DATA BELOW —
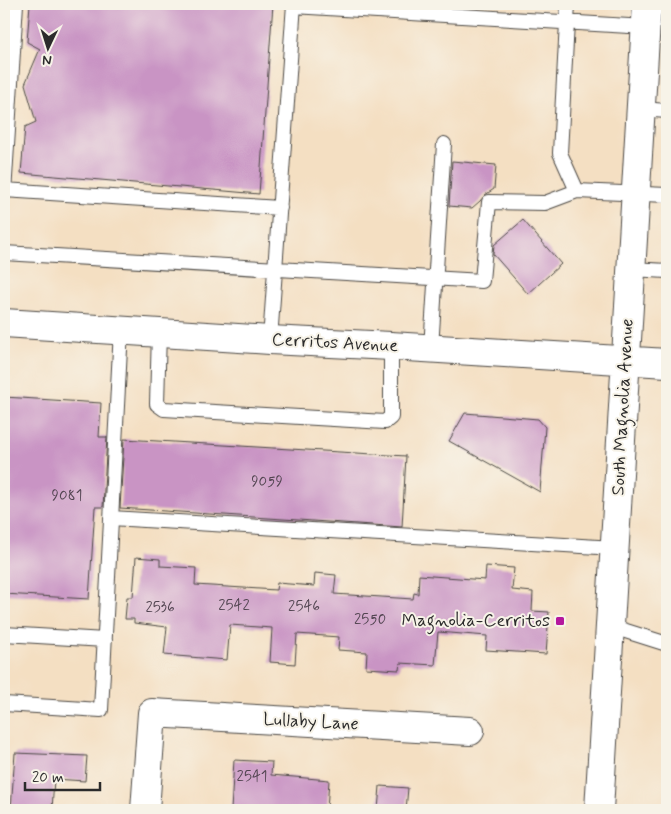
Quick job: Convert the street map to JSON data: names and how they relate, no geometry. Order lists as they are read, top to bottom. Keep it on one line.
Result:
{"streets":{"street":["Cerritos Avenue","South Magnolia Avenue","Lullaby Lane"]},"crossings":[["Cerritos Avenue","South Magnolia Avenue"]],"places":{"transit":["Magnolia-Cerritos"]},"house_numbers":["9059","9081","2542","2546","2536","2550","2541"],"scale_bar":"20 m","north":"bottom"}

TASK BRIEF —
Copy out the listing above exactly, and keep the pictures out of it.

SOLVED EXERCISE —
Quick job: Convert the street map to JSON data: names and how they relate, no geometry. Order lists as they are read, top to bottom. Keep it on one line.
Result:
{"streets":{"street":["Cerritos Avenue","South Magnolia Avenue","Lullaby Lane"]},"crossings":[["Cerritos Avenue","South Magnolia Avenue"]],"places":{"transit":["Magnolia-Cerritos"]},"house_numbers":["9059","9081","2542","2546","2536","2550","2541"],"scale_bar":"20 m","north":"bottom"}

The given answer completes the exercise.